Among the entries below, one stretch runs from the line that contains "Detect all labels, symbols" through the line that contains "Localize all labels, markers". Repeat that stretch exactly, ends included, and only that.
---------- Records shown ----------
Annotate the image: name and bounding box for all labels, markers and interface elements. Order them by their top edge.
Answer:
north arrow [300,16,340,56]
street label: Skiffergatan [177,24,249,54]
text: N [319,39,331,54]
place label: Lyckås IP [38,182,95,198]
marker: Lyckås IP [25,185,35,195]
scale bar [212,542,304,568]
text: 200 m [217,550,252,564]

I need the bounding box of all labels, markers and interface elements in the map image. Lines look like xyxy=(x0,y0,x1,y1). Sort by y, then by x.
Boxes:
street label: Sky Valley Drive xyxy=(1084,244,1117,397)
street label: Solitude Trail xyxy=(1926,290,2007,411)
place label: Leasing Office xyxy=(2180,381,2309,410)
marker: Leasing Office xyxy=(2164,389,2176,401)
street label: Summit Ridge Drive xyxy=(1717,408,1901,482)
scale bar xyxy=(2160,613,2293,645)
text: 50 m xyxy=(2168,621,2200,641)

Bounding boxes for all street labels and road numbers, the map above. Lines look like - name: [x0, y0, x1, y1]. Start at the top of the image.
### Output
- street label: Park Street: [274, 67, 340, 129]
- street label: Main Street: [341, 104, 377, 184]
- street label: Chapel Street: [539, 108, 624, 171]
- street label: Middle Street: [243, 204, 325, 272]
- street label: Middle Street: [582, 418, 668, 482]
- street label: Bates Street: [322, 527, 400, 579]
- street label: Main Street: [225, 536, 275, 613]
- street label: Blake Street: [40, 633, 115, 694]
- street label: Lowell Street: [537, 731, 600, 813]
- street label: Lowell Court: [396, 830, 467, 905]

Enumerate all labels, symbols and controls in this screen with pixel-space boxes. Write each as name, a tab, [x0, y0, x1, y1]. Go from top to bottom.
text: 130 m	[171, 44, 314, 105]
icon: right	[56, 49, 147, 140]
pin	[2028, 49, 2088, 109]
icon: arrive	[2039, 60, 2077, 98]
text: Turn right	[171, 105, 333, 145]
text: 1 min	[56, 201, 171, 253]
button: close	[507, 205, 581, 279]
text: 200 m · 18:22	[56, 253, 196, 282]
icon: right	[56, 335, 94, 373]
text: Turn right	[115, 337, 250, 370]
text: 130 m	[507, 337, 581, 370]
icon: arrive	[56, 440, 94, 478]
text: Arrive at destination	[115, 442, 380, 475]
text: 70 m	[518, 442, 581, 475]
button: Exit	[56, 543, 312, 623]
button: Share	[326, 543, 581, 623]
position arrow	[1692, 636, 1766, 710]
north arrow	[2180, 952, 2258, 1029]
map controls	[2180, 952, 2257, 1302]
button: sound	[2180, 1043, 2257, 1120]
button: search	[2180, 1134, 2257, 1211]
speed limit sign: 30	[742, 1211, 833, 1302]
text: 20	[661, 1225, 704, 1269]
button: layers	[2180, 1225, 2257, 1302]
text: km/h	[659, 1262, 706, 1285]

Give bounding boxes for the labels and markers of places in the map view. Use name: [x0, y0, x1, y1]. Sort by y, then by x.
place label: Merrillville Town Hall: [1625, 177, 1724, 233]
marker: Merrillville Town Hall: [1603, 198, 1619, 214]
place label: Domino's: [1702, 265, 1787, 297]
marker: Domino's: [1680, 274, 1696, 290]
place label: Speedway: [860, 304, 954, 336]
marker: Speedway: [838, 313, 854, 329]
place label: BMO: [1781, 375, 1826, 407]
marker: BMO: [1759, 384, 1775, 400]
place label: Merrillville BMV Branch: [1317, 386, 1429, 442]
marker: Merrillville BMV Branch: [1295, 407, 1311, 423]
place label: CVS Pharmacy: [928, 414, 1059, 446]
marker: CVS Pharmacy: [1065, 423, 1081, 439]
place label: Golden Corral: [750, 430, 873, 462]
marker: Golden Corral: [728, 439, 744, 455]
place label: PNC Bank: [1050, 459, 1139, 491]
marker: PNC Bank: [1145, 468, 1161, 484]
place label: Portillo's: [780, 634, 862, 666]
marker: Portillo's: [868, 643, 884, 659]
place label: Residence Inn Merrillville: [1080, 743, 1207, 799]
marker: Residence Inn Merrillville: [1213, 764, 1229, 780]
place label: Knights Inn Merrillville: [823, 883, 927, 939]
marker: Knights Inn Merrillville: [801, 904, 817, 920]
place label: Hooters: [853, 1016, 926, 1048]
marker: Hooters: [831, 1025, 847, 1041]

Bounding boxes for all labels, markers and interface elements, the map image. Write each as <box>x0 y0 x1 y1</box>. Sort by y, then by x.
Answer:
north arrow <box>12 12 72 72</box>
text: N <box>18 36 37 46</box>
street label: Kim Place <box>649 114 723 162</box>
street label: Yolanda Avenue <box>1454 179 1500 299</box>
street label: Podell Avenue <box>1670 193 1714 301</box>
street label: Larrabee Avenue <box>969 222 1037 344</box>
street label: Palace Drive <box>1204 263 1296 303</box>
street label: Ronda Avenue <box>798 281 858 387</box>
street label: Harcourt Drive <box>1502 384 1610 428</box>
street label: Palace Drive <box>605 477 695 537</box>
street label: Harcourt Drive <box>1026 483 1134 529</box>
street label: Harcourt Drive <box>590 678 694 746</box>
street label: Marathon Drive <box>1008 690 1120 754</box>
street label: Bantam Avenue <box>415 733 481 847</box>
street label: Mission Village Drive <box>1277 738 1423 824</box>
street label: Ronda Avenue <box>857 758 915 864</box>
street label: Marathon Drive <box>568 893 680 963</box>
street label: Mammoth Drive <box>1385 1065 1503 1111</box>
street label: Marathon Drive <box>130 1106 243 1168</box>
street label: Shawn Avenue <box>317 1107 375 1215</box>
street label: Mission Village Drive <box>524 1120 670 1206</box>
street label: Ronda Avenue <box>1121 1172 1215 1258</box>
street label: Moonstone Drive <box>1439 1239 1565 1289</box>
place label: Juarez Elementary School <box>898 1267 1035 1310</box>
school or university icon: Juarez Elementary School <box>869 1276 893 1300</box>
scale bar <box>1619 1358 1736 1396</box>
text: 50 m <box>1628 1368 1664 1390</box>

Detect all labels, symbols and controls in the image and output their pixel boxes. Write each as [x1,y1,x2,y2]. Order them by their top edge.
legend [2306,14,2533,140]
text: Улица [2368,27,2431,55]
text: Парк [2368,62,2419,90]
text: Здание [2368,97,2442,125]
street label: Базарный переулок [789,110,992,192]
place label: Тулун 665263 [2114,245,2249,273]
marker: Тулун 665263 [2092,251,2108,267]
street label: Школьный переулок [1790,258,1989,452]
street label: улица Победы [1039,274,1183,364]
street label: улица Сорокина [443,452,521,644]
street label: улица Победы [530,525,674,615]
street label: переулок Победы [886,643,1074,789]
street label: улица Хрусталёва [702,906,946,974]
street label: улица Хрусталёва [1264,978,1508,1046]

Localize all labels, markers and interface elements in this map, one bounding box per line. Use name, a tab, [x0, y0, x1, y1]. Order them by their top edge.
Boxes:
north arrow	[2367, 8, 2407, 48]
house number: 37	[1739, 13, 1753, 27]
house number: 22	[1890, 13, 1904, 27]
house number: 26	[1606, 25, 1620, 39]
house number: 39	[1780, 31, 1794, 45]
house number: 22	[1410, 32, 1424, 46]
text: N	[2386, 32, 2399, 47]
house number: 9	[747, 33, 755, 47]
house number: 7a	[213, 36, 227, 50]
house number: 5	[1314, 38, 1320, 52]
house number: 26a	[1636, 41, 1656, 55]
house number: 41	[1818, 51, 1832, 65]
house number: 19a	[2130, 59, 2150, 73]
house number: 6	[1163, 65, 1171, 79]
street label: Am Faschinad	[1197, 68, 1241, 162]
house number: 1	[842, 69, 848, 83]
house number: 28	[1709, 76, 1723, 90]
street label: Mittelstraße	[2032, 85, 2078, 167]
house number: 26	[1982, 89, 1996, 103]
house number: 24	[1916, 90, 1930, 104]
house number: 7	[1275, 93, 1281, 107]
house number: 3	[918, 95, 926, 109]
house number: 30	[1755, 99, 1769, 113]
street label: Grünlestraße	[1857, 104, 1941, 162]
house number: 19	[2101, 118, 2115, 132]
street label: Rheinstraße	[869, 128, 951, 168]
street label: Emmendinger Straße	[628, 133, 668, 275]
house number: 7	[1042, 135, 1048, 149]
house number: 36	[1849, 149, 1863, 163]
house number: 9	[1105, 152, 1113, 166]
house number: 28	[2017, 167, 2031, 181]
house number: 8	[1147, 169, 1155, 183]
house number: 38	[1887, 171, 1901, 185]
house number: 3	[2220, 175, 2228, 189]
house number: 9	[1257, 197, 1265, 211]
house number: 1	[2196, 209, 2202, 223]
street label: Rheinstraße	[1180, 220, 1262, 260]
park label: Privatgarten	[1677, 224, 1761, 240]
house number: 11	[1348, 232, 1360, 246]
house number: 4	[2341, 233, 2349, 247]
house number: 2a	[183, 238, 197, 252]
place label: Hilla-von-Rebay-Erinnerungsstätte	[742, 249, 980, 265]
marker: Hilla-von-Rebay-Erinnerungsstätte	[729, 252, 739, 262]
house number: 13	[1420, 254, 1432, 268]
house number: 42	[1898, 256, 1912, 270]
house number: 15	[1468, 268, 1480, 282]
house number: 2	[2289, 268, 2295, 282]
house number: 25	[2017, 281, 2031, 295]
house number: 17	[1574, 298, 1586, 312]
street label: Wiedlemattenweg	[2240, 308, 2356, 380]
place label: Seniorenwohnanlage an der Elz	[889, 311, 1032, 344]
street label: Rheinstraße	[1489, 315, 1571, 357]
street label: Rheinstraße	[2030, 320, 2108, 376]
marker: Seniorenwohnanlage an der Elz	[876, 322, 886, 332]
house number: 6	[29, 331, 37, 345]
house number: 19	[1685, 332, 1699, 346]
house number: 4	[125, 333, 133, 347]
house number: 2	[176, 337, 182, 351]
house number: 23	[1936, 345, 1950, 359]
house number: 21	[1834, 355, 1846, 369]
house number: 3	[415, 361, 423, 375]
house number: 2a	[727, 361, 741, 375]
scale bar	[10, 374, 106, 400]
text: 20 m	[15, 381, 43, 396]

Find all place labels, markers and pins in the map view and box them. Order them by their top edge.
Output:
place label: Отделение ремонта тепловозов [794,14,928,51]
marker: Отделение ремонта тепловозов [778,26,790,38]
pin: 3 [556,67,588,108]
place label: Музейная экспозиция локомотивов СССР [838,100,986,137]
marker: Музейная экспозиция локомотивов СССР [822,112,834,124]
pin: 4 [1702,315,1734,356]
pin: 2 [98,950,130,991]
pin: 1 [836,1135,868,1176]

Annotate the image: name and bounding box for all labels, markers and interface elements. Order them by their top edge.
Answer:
----------
# Solution to this problem
Detect all labels, symbols and controls in the image and output their pixel boxes. Write each as [x1,y1,x2,y2]. Order them by their top edge.
legend [2306,14,2533,140]
text: Улица [2368,27,2431,55]
text: Парк [2368,62,2419,90]
text: Здание [2368,97,2442,125]
street label: Базарный переулок [789,110,992,192]
place label: Тулун 665263 [2114,245,2249,273]
marker: Тулун 665263 [2092,251,2108,267]
street label: Школьный переулок [1790,258,1989,452]
street label: улица Победы [1039,274,1183,364]
street label: улица Сорокина [443,452,521,644]
street label: улица Победы [530,525,674,615]
street label: переулок Победы [886,643,1074,789]
street label: улица Хрусталёва [702,906,946,974]
street label: улица Хрусталёва [1264,978,1508,1046]

Localize all labels, markers and interface elements in this map, one bounding box per line. Use name, a tab, [x0, y0, x1, y1]. Order them by their top edge.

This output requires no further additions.